When can we say the engine is over-heating with autometer gauge

With the stock guage and Ford sending unit 3/4 scale is about 242*F, that is where it got to when my AC kicked off. The PCM disables the AC at 242*F to help prevent overheating.

Good Luck, Don
 
The factory gauges/senders have hysteresis designed in to keep the gauge from moving around a lot at the normal operating range of temps. And they're all a little different. I still don't think anyone should conclude much of anything based on the factory gauge. Get a quality calibrated gauge that actually reads out temps - and then you'll know what you're dealing with for sure. Also, the ecu was designed for an engine with cast iron heads, not one with aluminum heads. They won't take quite the abuse that the stock cast iron heads will. So I don't think the factory ecu limit for killing the a/c is necessarily a reliable indicator of what's safe with an aluminum head engine.
 
Don, you are a brave man. my stock gauge wont pass the mid point (~200*), even when the aftermarket gauge is heading north. i would soil myself if i saw the stocker reading 3/4 high. Michael is right on: the stockers suck, and all seem to perform differently.

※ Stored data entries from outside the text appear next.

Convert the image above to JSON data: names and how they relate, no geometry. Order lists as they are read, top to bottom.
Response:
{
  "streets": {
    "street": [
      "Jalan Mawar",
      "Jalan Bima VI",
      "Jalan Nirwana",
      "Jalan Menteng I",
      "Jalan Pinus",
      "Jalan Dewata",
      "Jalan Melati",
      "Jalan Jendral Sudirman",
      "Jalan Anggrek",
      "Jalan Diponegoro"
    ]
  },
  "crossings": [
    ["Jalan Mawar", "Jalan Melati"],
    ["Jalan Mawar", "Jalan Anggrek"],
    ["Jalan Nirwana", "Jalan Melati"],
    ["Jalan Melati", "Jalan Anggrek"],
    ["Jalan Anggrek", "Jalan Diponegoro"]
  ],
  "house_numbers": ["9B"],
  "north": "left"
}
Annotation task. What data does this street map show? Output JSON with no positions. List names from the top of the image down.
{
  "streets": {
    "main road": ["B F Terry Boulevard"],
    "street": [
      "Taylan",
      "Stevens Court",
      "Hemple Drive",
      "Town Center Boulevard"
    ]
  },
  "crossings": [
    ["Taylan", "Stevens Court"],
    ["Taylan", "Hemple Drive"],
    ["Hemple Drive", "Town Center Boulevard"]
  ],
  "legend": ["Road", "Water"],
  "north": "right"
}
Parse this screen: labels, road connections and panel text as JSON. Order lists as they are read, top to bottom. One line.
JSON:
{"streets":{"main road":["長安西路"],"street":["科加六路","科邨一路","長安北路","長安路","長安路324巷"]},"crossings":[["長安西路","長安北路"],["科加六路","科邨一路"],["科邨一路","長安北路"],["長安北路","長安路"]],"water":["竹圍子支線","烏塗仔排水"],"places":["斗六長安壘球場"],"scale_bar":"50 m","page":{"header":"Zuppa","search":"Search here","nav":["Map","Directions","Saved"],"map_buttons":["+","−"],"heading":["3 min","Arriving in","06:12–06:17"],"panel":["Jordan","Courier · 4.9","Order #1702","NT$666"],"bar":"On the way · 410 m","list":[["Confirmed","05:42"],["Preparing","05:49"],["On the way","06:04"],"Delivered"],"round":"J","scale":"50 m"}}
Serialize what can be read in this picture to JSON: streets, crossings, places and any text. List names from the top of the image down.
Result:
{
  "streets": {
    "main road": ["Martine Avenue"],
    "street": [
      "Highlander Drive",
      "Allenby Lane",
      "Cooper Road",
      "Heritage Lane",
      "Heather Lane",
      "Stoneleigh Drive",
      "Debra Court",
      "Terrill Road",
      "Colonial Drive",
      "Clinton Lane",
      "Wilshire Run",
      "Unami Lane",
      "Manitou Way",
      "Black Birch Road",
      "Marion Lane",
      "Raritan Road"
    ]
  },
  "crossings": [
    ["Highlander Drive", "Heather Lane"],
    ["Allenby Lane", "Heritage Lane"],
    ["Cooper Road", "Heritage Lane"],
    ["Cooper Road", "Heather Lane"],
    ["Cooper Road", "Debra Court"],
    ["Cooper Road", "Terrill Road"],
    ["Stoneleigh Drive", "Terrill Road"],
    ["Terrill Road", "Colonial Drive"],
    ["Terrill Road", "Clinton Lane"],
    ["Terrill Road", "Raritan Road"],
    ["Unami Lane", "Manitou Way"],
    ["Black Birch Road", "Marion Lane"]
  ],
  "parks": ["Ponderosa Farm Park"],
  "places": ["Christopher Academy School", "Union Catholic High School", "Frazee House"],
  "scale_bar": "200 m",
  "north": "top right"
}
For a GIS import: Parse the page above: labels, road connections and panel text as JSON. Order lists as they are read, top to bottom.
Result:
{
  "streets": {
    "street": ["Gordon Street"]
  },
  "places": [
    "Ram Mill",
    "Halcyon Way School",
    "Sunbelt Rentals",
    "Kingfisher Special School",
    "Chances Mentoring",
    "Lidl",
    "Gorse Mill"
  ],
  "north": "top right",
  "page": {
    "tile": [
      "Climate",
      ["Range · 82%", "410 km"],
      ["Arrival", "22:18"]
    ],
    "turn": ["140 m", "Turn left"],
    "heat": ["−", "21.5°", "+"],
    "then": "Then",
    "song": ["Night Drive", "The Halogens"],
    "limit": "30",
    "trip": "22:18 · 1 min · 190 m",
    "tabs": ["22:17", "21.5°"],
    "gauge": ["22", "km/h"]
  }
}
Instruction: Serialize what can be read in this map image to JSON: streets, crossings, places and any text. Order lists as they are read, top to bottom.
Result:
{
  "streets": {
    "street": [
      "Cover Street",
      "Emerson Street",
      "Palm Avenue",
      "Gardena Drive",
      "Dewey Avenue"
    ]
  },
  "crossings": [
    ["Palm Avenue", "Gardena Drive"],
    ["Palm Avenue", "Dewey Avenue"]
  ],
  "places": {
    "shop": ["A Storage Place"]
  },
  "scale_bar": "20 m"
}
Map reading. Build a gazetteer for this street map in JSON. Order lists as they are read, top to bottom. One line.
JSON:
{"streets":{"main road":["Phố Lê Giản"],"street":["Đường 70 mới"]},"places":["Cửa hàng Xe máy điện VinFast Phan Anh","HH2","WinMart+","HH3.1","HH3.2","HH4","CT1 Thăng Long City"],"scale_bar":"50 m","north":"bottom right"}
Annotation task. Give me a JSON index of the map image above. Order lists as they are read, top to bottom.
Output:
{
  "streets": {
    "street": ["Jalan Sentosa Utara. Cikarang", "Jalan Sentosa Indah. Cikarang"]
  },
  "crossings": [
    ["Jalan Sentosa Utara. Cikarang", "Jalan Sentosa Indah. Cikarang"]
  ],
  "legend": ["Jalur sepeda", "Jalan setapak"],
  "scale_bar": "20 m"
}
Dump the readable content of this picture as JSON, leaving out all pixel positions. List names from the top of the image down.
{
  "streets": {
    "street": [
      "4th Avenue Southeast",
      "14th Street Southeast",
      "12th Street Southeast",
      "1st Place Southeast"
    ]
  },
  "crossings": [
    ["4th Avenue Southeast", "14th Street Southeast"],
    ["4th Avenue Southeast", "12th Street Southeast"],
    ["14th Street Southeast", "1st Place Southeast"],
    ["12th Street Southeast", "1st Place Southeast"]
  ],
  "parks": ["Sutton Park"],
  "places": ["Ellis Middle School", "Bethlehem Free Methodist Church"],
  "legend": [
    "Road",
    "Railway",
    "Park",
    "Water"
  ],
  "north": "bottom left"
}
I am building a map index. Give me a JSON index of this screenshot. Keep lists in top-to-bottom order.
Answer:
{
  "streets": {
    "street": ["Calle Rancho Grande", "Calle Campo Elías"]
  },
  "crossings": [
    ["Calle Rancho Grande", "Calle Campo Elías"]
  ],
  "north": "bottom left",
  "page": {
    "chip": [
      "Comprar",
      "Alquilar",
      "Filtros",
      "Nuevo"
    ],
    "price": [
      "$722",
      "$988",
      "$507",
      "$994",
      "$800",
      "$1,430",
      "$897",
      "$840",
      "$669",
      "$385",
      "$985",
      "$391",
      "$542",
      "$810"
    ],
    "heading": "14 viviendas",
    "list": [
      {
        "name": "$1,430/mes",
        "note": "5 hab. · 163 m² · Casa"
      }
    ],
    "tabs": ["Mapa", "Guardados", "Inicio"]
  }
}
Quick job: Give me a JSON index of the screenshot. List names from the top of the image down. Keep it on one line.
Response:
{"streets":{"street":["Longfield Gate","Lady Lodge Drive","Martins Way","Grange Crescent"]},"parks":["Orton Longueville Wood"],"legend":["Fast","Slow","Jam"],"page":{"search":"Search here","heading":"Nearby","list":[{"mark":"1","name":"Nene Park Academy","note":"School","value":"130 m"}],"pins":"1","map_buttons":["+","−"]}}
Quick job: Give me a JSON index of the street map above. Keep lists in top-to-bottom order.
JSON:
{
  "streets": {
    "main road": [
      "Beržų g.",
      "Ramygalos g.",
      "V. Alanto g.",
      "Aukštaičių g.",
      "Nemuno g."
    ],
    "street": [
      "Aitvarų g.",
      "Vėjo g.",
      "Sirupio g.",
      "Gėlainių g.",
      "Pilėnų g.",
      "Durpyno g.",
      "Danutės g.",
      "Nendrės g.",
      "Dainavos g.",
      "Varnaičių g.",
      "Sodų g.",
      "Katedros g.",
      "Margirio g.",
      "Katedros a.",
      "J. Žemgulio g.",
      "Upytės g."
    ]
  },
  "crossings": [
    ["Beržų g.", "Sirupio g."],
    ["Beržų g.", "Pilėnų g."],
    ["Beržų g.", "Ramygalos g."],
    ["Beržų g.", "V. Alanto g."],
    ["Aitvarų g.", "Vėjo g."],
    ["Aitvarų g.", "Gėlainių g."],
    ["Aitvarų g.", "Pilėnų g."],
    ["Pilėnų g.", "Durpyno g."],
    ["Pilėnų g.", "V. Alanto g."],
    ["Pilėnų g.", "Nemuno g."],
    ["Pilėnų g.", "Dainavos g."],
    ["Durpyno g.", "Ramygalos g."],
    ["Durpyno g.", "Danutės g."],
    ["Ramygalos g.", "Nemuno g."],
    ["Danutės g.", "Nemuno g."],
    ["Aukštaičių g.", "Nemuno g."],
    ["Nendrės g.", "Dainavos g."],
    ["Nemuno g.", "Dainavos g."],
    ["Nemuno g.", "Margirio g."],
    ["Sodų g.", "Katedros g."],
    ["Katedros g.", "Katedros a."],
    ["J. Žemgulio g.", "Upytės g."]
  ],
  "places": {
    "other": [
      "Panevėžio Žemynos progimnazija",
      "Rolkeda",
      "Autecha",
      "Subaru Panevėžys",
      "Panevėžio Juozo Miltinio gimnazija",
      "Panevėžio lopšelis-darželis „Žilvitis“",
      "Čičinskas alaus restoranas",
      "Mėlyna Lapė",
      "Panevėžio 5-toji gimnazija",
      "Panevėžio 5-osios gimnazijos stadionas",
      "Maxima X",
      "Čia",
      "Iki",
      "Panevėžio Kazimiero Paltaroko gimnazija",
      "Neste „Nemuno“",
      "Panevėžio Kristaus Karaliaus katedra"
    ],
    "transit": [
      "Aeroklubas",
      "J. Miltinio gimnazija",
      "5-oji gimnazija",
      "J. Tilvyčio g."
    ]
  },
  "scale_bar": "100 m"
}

Michael, excellent point about alum vs iron heads - i missed the idea of relating the factory thresholds to what is safe or acceptable. when i grow up, i wanna be and think like you. :-)
 
Michael Yount said:
While mineral deposits do build up over time, from my experience, they will make a radiator or/and t'stats ineffective LONG before they'll have a significant adverse impact on a water pump. As a practical matter, every water pump failure I've ever seen has simply been failing seals around the shaft which cause leaks out the weep hole. I've never seen an impeller failure on a pump - not saying it can't happen; just saying it's so rare that I'd look for more likely culprits before I started wondering whether deposits on the impeller were impeding flow.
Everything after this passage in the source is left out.